=== What the exercise asks ===
Find the string "function" in the records and copy each line where it occurs.

=== Records for this task ===
----
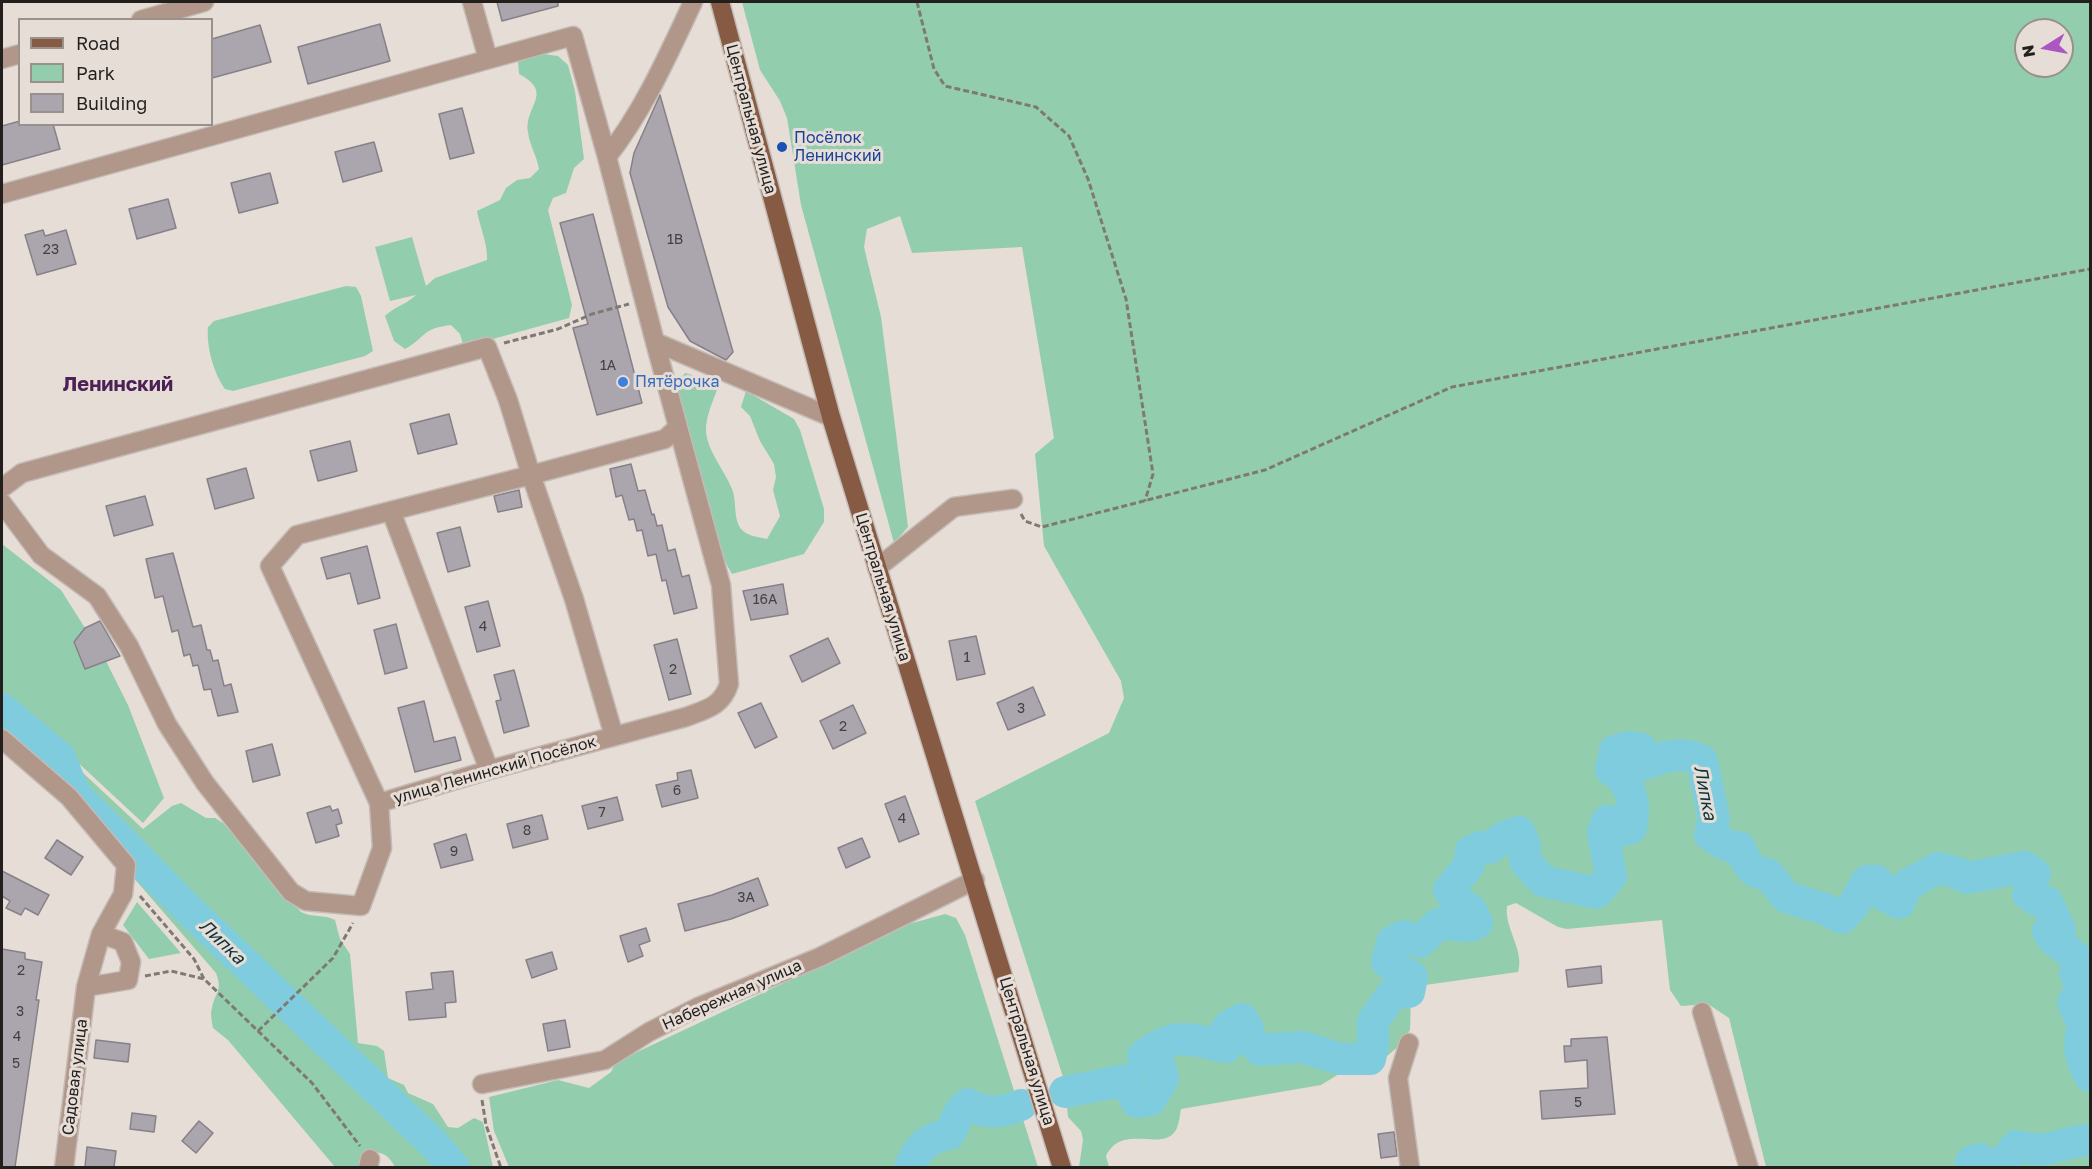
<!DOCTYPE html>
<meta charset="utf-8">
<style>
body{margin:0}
#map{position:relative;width:2092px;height:1169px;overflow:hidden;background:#e6ddd6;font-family:"Golos Text",sans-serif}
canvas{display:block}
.frame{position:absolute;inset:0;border:3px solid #231f1d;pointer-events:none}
.legend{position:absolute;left:18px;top:18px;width:195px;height:108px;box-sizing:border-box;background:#e6ddd6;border:2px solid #98918c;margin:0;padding:8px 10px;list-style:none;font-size:18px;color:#231f1d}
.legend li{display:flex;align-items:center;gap:12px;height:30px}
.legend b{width:30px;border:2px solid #98918c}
.north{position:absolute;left:2014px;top:18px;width:60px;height:60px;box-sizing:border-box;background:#e6ddd6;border:2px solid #98918c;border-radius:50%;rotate:259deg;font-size:16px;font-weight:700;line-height:24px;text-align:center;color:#231f1d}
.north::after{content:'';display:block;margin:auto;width:21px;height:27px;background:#ac56c4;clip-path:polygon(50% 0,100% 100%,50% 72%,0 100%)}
</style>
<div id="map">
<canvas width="2092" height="1169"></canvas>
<div class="frame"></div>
<ul class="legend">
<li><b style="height:8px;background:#875a44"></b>Road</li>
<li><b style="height:16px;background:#92cead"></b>Park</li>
<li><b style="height:16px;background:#aba6ae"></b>Building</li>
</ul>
<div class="north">N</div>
</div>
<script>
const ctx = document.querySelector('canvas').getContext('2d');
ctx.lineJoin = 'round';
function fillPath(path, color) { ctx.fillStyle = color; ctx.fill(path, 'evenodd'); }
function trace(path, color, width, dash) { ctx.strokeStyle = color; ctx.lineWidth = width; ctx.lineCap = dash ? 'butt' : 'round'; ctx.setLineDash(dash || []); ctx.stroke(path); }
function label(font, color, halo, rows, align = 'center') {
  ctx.font = font + ' "Golos Text",sans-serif'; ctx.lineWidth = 6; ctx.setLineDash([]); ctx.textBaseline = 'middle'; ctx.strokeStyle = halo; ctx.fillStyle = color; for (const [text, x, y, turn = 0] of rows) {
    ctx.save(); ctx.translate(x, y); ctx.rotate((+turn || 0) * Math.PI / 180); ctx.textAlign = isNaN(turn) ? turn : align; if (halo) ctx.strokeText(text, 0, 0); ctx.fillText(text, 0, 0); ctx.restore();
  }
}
const green = new Path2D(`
 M 742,2 L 2090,2 L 2090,1167 L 1766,1167 L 1729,1018 L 1708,1004 L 1681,1006 L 1670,990 L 1662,920 L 1567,929 L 1558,927 L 1516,903 L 1507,906 C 1504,928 1525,951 1518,972 L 1418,986 L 1411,997 L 1410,1030 L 1400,1045 L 1372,1069 L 1344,1071 L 1321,1085 L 1181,1109 C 1180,1115 1179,1123 1177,1128 C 1165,1155 1123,1121 1106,1156 L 1109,1167 L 1079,1167 L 1083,1140 L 1081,1131 L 1068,1117 L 1067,1107 L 1079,1082 L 1076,1074 L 1063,1077 L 975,801 L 1109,733 L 1124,698 L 1121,681 L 1044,546 L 1035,454 L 1054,438 L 1022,247 L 912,253 L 900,216 L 867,229 L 864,247 L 881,317 L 908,527 L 894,543 L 801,205 L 787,118 L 780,101 L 760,70 ZM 2026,30 L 2062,30 L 2062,66 L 2026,66 Z
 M 528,52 L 558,56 L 568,65 L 575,91 L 584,159 L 574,168 L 566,193 L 553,198 L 548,210 L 572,305 L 569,318 L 464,347 L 460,334 L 451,325 C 420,329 428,336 405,349 L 394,341 L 385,316 C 395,306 406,305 416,295 L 390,301 L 375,247 L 412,237 L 426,286 L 435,278 L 487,260 C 488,244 480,228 477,211 L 500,200 L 506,188 L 517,180 L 530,178 L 539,169 C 537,156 529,144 528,132 C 524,106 555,93 519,74 L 518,61 Z
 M 346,286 L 356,287 L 361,296 L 373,351 L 365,356 L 233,391 L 225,389 C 214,374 206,346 208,327 L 214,321 Z
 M 685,373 L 710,380 L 717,390 C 712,403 706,417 706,430 C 706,449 725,471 732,489 C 737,501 733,518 741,529 C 747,536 758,537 767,539 L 780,516 L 773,490 L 776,477 L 774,464 L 760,441 L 750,416 L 741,407 L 746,391 L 794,419 L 800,430 L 824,509 L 824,522 L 804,554 L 732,574 L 724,560 L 680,410 L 677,384 Z
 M 2,544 L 61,590 L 85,628 L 74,642 L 85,669 L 106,661 L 128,705 L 164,798 L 143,823 L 2,692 Z
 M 2,697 L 143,829 L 172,806 L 181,803 L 206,818 L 215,818 L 223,823 L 301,912 C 312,918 324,914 335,920 L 340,939 L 350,954 L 358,1043 L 377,1046 L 384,1051 L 388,1078 L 404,1085 L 408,1093 L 433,1104 L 448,1127 L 458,1128 L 474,1118 L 483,1122 L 493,1167 L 395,1167 C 389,1155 381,1150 368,1153 L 358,1167 L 335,1167 L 228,1040 L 213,1028 C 212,1022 210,1014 212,1008 C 215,991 223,993 216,973 L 10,735 L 2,730 Z
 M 137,902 L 181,953 L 149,959 L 123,925 Z
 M 945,914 L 956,918 L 965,935 L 1038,1167 L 509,1167 L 494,1131 L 489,1097 L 558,1080 L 589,1088 L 611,1072 L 616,1062 L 909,924 Z`);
const river = new Path2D(`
 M 2,709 L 60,758 L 74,793 L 186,907 L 433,1143 L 454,1168
 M 1065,1092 L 1125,1080 L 1137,1102 L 1150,1100 L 1163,1078 L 1159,1064 L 1146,1061 L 1143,1056 C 1175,1031 1190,1039 1226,1047 L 1232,1040 L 1224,1034 L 1228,1027 L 1242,1019 L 1247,1026 L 1249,1038 L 1260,1050 L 1303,1047 L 1340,1059 L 1370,1059 L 1373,1045 L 1373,1021 L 1393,993 L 1409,992 L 1412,977 L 1387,962 L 1392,942 L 1404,936 L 1420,942 L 1438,924 L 1471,926 L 1477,923 L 1470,909 L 1456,902 L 1449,890 L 1469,865 L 1471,851 L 1481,847 L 1490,848 L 1504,837 L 1519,832 L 1525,845 L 1525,861 L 1543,881 L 1596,893 L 1611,876 L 1603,832 L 1607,821 L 1616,822 L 1619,831 L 1631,828 C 1636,807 1632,780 1611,770 L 1615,751 L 1629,747 L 1641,749 L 1638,759 L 1642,765 C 1663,757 1682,750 1702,761 L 1714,819 L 1710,835 L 1726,845 L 1740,848 C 1745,861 1752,875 1768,874 L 1786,897 L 1825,909 L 1842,918 L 1855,903 L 1867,881 L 1877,881 L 1885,896 L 1899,903 L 1907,885 L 1938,868 L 1958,873 L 1967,878 L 2025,867 L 2035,874 L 2028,894 L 2038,901 L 2047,902 L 2060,930 L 2048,931 L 2053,939 L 2078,959 L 2075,973 L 2081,988 L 2073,1003 L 2084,1026 C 2076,1046 2081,1058 2090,1076
 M 910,1168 C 918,1146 927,1139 949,1134 L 961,1110 L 968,1104 C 987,1115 1001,1113 1021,1105
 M 1971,1168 L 1971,1162 L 1980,1159 L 1982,1168
 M 2000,1168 L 2016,1146 C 2052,1156 2058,1141 2090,1140`);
const building = new Path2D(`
 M 497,2 L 558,2 L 558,6 L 502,21 Z
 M 380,24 L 390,61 L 308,84 L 298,47 Z
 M 260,25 L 271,62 L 212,78 L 212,39 Z
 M 660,95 L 733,352 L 726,360 L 690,341 L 668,307 L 630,173 L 634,153 Z
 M 462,108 L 474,153 L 450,159 L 439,114 Z
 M 20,121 L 20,124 L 53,124 L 60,149 L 2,165 L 2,126 Z
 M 374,142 L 382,171 L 343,182 L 335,152 Z
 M 270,173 L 278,203 L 239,213 L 231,183 Z
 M 168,199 L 176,228 L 137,239 L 129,209 Z
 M 593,214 L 642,403 L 597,415 L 573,328 L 588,324 L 560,223 Z
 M 43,230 L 45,236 L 66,230 L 76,264 L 37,275 L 25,235 Z
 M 449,414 L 457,444 L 418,454 L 410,424 Z
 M 350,441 L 357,471 L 318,481 L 310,451 Z
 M 631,464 L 638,491 L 645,490 L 652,515 L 654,514 L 657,526 L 662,525 L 668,551 L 675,549 L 682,577 L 689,575 L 697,608 L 674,614 L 666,580 L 662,581 L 656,554 L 648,556 L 642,530 L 637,531 L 634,519 L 629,520 L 622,495 L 616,497 L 610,469 Z
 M 246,468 L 254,498 L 215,509 L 207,479 Z
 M 519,490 L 522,507 L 498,512 L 494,496 Z
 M 145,496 L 153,525 L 114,536 L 106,506 Z
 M 460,527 L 470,566 L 448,572 L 437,533 Z
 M 367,546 L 380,598 L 358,604 L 350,573 L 327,579 L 321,558 Z
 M 173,553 L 193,627 L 201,625 L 207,650 L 210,650 L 213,661 L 218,660 L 224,686 L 231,684 L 238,712 L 218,716 L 211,689 L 204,690 L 198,665 L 193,666 L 190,654 L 184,656 L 178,630 L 172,632 L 163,596 L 155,598 L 146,559 Z
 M 783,584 L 788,614 L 751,620 L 743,591 Z
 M 488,601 L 500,646 L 477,652 L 465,607 Z
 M 100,621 L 120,656 L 85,669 L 74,642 L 85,628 Z
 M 396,624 L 407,668 L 385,674 L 374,630 Z
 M 976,636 L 985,674 L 957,680 L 949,641 Z
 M 828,638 L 840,663 L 802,682 L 790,656 Z
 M 677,639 L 691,694 L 669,700 L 654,645 Z
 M 514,670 L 529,726 L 504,733 L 496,701 L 501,700 L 494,675 Z
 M 1033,687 L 1045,715 L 1008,730 L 997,703 Z
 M 424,701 L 434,742 L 455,737 L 461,760 L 415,772 L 398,708 Z
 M 761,703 L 777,737 L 755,748 L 738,713 Z
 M 853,705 L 866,733 L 833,749 L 820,721 Z
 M 272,744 L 280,775 L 253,782 L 246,751 Z
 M 691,770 L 698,798 L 662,807 L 656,785 L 678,780 L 677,773 Z
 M 905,796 L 919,834 L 899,842 L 885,804 Z
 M 617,797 L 623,820 L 588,829 L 582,806 Z
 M 330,806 L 332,811 L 338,809 L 342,823 L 336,825 L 339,836 L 316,843 L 307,813 Z
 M 542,815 L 548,839 L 513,848 L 507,824 Z
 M 466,834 L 473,860 L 441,868 L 434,844 Z
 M 862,838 L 870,857 L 846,868 L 838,848 Z
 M 57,840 L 83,857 L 71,875 L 45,858 Z
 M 2,871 L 49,895 L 38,915 L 25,908 L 21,915 L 6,908 L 10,901 L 2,896 Z
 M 758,878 L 768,905 L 731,919 L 685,931 L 678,904 L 712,895 Z
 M 646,928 L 650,941 L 639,945 L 643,956 L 628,962 L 620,936 Z
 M 2,949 L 25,953 L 25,959 L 42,962 L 36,1000 L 39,1000 L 15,1167 L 2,1167 Z
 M 552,952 L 557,969 L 532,978 L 526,960 Z
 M 1601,966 L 1602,983 L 1568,987 L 1566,970 Z
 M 453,971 L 456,1002 L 445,1003 L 446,1017 L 409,1020 L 406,992 L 433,989 L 431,973 Z
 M 565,1020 L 570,1047 L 548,1051 L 543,1024 Z
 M 1607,1037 L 1615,1114 L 1542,1119 L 1540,1091 L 1588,1088 L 1587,1060 L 1565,1062 L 1564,1046 L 1571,1046 L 1571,1039 Z
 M 96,1040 L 130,1044 L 128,1062 L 94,1058 Z
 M 132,1113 L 156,1116 L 154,1132 L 130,1129 Z
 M 199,1121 L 213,1133 L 196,1153 L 182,1141 Z
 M 1394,1132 L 1397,1156 L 1381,1158 L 1378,1134 Z
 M 87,1147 L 116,1151 L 114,1167 L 85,1167 Z`);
const path = new Path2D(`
 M 917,2 L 934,69 L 945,86 L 1036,107 L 1069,136 L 1088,179 L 1126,299 L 1153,474 L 1145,501
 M 504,343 L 558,329 L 592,314 L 629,304
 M 1021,514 L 1025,521 L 1042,527 L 1265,470 L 1452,387 L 2090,269
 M 140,896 L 194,959 L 204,979
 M 145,976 L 171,971 L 204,979 L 312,1083 L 360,1146
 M 258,1031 L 333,958 L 353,923
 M 482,1100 L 486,1125 L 501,1168`);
const minor = new Path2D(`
 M 472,2 L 488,59
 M 693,2 C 668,55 644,110 607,157 L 655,342 L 831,417
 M 141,20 L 204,2
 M 2,59 L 20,54
 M 2,194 L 573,36 L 607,157
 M 2,488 L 22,473 L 487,347 L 508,400 L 531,475 L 665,439 L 678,427 L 655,342
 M 2,503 L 41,555 L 97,596 L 129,646 L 167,724 L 205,783 L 291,892 L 306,901 L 361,906 L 382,848 L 379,803
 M 391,511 L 489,770
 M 877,568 L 954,507 L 1013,499
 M 614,736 L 574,599 L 531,475 L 297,535 L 270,566 L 379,803 L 489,770 L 686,717 C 707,709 722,706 729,684 L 721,585 L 678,427
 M 2,739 L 69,797 L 126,865 L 123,894 L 101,934
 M 1702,1012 L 1749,1168
 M 1409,1043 L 1398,1078 L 1410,1168
 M 482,1084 L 605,1060 L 649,1032 L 698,1007 L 820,957 L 975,880
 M 64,1168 L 86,987 L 101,934 L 123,942 L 131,962 L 128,980 L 86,987
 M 368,1168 L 370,1159`);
const major = new Path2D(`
 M 720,2 L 831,417 L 1062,1168`);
const markers = [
 [782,147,6,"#1a4fb4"],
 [623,382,6,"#3f7fe0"]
];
const numberNames = [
 ["1В",675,240],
 ["23",51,250],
 ["1А",608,366],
 ["16А",765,600],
 ["4",483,627],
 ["1",967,658],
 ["2",673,670],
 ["3",1021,709],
 ["2",843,727],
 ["6",677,791],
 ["7",602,813],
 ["4",902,819],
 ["8",527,831],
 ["9",454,852],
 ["3А",746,898],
 ["2",21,971],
 ["3",20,1012],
 ["4",17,1037],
 ["5",16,1064],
 ["5",1578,1103]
];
const streetNames = [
 ["Центральная улица",751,119,75],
 ["Центральная улица",883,587,73],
 ["улица Ленинский Посёлок",495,770,-16],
 ["Набережная улица",732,995,-24],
 ["Центральная улица",1027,1051,73],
 ["Садовая улица",75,1077,-83]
];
const transitNames = [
 ["Посёлок",794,138],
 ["Ленинский",794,156]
];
const shopNames = [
 ["Пятёрочка",635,382]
];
const waterNames = [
 ["Липка",1705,793,79],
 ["Липка",222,942,44]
];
const quarterNames = [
 ["Ленинский",118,385]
];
fillPath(green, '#92cead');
trace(river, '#7fccdf', 32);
fillPath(building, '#aba6ae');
trace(building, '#868188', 1.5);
trace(minor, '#c3bbb5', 21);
trace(major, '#c3bbb5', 21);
trace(path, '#7f7974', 3, [6, 3]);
trace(minor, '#b1968a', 18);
trace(major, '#875a44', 18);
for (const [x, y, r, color] of markers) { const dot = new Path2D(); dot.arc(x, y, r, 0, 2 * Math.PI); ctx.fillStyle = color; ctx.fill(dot); trace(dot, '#e6ddd6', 2); }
label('14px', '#454141', null, numberNames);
label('16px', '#231f1d', '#e6ddd6', streetNames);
label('16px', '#164399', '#e6ddd6', transitNames, 'left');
label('16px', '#366cbe', '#e6ddd6', shopNames, 'left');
label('italic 18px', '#0b323a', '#e6ddd6', waterNames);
label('bold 20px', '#4b2156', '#e6ddd6', quarterNames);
</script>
----
=== Solution to the problem ===
function fillPath(path, color) { ctx.fillStyle = color; ctx.fill(path, 'evenodd'); }
function trace(path, color, width, dash) { ctx.strokeStyle = color; ctx.lineWidth = width; ctx.lineCap = dash ? 'butt' : 'round'; ctx.setLineDash(dash || []); ctx.stroke(path); }
function label(font, color, halo, rows, align = 'center') {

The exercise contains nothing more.